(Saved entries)
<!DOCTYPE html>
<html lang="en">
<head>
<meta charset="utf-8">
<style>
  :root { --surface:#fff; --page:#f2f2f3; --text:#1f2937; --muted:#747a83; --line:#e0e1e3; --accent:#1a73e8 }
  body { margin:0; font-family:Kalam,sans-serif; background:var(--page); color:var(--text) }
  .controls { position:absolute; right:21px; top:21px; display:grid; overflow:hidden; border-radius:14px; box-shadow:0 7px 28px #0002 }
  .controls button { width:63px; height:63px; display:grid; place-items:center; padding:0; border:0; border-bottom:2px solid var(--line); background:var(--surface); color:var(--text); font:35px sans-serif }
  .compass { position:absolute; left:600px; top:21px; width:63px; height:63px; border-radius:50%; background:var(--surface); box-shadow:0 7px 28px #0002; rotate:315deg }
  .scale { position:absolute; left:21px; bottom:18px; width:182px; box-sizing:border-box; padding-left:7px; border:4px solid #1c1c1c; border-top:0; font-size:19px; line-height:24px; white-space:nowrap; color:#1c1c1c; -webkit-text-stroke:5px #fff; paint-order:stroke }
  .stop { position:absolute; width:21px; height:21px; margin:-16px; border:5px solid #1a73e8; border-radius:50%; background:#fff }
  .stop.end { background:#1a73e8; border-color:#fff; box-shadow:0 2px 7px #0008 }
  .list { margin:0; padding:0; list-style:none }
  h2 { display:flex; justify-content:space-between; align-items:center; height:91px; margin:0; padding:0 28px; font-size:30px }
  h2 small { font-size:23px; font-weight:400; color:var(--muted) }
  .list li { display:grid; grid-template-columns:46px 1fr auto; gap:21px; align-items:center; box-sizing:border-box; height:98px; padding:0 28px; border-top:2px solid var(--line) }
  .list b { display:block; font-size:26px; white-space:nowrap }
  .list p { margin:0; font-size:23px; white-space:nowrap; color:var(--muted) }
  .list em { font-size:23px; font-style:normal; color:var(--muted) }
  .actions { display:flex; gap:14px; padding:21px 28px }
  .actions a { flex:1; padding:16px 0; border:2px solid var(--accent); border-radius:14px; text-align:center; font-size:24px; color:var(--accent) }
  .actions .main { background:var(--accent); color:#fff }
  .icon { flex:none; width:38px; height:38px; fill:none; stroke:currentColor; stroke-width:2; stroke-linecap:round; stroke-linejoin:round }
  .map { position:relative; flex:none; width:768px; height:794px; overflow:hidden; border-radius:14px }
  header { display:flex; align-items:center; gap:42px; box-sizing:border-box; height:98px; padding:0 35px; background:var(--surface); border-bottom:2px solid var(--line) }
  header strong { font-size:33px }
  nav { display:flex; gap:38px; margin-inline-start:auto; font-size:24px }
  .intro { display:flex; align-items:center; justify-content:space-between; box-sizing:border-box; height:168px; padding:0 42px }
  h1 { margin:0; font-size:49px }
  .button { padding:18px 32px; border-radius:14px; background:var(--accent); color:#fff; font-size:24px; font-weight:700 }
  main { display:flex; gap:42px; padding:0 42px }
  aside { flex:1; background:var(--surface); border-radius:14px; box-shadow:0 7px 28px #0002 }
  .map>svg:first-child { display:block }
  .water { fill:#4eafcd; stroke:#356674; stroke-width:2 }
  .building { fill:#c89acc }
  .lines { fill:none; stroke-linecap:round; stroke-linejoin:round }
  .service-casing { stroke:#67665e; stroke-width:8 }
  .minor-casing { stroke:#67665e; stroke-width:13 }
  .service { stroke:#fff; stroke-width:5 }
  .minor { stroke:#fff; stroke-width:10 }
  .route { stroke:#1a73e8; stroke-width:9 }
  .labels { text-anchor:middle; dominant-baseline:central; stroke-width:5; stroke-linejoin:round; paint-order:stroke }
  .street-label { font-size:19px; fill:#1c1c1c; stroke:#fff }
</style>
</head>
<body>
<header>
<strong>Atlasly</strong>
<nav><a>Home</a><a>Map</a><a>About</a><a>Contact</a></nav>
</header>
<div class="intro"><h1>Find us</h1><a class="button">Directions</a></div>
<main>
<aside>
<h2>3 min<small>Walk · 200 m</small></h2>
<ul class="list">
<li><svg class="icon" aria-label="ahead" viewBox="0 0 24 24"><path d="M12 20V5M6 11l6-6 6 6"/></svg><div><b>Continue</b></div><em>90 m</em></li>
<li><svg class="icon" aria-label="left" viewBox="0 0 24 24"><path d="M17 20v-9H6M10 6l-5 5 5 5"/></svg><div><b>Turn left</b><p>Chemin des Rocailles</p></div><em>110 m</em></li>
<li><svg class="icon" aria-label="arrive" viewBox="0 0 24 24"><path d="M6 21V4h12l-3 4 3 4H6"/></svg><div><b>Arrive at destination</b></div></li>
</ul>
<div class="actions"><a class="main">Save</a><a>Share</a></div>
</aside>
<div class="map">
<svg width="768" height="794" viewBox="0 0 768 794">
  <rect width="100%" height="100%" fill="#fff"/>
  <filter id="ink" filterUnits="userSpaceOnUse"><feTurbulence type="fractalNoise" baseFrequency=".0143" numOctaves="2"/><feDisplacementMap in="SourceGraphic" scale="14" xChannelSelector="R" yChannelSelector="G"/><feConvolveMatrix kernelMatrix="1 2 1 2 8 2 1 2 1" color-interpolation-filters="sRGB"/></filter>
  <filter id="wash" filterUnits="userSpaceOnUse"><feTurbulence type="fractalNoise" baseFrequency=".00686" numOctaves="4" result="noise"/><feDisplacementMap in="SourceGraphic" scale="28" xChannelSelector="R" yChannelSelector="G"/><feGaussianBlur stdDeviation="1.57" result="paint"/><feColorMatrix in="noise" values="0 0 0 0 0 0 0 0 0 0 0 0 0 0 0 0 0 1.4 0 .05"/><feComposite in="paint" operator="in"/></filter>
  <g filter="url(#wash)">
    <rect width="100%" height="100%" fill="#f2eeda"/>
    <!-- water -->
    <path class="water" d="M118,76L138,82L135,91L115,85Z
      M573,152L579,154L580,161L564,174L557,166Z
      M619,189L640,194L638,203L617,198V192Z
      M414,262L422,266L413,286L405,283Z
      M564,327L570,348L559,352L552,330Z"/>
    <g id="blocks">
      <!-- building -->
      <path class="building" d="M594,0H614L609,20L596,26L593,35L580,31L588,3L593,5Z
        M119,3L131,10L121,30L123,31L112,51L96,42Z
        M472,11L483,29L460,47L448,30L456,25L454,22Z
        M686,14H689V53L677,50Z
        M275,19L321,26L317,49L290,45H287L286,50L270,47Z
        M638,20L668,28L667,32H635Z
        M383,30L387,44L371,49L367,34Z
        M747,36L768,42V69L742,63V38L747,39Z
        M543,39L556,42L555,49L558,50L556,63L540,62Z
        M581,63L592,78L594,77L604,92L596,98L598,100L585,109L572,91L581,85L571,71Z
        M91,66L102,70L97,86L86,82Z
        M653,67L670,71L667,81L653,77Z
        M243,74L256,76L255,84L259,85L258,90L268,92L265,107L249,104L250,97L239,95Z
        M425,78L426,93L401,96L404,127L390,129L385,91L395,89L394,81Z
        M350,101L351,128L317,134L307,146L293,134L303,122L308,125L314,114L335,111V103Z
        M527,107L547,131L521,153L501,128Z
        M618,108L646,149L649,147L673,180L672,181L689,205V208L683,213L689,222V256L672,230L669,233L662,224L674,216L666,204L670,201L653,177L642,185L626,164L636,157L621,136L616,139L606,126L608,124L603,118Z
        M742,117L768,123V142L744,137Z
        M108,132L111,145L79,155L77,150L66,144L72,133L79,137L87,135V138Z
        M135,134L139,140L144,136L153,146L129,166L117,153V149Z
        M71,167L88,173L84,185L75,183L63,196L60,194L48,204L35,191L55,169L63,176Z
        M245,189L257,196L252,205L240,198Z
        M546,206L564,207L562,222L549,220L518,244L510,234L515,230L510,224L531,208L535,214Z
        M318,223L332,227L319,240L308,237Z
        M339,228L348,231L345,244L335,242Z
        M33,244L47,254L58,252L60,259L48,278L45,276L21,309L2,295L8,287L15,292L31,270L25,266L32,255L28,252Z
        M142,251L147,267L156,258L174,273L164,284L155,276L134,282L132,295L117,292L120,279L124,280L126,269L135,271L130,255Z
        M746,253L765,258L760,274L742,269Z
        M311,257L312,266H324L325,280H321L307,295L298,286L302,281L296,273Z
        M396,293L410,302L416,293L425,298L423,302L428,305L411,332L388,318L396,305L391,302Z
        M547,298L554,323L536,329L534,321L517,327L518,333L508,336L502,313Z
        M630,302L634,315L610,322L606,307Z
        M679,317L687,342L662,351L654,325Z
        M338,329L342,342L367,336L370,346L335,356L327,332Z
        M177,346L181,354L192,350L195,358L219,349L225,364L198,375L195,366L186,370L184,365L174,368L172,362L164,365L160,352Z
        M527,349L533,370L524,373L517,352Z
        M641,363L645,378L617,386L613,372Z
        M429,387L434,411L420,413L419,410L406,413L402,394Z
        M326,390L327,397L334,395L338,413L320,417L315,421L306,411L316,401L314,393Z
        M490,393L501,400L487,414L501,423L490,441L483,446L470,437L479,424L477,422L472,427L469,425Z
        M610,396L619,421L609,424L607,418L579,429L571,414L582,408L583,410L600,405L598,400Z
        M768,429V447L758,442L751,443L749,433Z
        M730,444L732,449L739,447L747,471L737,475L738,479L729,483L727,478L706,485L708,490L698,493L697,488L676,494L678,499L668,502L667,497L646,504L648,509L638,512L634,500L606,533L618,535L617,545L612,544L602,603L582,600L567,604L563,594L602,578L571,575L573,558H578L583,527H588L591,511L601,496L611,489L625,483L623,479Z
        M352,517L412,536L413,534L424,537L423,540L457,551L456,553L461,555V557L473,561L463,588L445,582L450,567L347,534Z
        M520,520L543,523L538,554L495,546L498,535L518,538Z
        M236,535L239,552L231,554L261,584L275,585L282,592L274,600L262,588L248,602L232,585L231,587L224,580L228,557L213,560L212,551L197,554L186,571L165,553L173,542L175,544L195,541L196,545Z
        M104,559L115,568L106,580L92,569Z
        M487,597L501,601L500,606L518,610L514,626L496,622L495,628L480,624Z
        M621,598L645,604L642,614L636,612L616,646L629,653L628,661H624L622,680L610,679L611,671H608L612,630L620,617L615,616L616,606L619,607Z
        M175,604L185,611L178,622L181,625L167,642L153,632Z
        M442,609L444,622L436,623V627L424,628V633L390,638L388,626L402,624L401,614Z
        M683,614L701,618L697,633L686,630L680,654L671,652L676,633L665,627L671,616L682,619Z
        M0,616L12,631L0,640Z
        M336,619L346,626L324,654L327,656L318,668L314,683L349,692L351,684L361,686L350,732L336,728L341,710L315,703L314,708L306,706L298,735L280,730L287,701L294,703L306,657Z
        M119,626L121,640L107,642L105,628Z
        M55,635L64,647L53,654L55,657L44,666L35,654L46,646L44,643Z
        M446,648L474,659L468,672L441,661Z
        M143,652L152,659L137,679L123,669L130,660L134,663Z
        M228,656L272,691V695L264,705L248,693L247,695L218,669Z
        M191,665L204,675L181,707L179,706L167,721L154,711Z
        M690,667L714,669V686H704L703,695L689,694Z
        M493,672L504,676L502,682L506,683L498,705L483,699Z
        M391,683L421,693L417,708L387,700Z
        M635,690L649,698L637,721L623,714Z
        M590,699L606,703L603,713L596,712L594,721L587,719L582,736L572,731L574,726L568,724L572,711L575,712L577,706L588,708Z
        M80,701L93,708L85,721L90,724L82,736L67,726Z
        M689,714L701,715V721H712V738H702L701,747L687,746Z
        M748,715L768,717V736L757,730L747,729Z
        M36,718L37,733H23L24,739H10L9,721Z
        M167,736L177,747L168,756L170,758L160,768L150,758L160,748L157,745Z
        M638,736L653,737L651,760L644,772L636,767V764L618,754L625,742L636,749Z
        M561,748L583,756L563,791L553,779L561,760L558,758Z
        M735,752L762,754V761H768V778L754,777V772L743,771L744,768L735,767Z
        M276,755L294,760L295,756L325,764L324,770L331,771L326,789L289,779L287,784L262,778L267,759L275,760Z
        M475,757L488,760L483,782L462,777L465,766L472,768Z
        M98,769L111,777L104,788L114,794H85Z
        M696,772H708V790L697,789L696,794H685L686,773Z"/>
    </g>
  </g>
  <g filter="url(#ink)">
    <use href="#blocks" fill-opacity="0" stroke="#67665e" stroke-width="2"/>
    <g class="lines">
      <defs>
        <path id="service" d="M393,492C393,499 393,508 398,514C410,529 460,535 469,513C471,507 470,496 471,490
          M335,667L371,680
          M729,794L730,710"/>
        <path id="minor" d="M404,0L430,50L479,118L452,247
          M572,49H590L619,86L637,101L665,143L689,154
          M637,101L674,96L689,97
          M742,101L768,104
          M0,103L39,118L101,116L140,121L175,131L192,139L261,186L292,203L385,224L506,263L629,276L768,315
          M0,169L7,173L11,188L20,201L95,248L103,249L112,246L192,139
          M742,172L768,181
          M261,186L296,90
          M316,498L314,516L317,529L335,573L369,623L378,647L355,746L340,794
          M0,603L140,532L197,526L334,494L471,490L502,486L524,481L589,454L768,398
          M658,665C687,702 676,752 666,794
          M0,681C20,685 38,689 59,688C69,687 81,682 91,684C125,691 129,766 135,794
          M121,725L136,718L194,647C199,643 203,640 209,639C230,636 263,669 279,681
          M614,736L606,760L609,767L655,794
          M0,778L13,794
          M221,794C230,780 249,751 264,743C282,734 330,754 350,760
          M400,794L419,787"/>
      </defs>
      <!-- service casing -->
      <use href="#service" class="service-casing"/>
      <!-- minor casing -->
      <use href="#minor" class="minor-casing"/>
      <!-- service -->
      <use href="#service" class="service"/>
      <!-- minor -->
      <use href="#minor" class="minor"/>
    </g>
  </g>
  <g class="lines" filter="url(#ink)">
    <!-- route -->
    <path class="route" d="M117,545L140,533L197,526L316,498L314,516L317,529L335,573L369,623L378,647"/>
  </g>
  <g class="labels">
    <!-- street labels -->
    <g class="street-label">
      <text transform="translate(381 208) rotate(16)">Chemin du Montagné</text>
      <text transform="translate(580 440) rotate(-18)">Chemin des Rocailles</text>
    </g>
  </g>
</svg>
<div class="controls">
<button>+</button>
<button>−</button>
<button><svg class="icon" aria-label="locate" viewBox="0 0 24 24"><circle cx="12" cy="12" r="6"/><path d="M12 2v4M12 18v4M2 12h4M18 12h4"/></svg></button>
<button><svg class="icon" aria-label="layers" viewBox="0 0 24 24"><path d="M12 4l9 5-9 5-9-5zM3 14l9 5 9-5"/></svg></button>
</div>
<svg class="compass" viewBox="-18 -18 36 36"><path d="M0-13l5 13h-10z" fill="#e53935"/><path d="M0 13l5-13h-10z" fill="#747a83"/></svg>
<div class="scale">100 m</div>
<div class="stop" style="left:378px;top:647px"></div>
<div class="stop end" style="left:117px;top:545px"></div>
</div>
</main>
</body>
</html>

• _Required work_
Lines that contain "sans" are the result; find them in the entries above and copy each one.

• _The answer_
  body { margin:0; font-family:Kalam,sans-serif; background:var(--page); color:var(--text) }
  .controls button { width:63px; height:63px; display:grid; place-items:center; padding:0; border:0; border-bottom:2px solid var(--line); background:var(--surface); color:var(--text); font:35px sans-serif }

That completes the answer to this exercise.